(Collected data)
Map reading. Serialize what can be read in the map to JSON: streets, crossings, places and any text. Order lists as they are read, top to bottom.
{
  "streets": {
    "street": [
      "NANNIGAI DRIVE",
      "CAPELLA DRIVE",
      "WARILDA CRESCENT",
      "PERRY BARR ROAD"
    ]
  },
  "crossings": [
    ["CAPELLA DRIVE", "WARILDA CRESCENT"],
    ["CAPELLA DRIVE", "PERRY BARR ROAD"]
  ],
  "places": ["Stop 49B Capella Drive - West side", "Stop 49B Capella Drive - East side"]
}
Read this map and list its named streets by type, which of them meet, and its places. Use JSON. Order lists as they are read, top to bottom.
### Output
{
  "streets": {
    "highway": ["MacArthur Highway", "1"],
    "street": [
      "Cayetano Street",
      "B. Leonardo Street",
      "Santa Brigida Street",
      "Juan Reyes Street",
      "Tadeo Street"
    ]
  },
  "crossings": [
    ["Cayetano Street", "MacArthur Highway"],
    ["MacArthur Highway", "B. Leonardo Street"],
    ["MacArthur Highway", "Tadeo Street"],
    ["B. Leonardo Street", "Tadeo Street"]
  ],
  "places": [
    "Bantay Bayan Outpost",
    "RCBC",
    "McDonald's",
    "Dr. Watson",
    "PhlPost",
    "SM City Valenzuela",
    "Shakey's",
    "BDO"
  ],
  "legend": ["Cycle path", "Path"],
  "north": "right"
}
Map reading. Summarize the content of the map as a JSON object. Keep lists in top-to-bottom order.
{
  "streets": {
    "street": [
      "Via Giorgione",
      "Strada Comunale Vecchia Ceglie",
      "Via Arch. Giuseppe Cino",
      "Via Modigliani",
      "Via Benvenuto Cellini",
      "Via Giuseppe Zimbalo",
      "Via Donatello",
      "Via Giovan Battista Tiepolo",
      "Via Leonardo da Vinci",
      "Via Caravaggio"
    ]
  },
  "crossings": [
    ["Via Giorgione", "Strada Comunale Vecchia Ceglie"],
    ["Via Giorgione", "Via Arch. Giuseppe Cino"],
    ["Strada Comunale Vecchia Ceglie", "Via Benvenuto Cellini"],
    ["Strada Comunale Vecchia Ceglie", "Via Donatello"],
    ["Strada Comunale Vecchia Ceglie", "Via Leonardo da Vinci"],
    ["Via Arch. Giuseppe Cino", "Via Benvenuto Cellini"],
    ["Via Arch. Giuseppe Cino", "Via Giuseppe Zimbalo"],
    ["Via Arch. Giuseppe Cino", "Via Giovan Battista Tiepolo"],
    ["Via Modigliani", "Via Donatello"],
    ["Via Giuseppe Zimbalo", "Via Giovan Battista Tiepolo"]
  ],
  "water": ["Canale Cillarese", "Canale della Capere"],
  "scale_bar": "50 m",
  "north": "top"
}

### TASK TO CARRY OUT
All that belongs in the answer is an exact copy of the lines from the start of the records above through the line with "Read this map".

### SOLUTION TO THIS EXERCISE
Map reading. Serialize what can be read in the map to JSON: streets, crossings, places and any text. Order lists as they are read, top to bottom.
{
  "streets": {
    "street": [
      "NANNIGAI DRIVE",
      "CAPELLA DRIVE",
      "WARILDA CRESCENT",
      "PERRY BARR ROAD"
    ]
  },
  "crossings": [
    ["CAPELLA DRIVE", "WARILDA CRESCENT"],
    ["CAPELLA DRIVE", "PERRY BARR ROAD"]
  ],
  "places": ["Stop 49B Capella Drive - West side", "Stop 49B Capella Drive - East side"]
}
Read this map and list its named streets by type, which of them meet, and its places. Use JSON. Order lists as they are read, top to bottom.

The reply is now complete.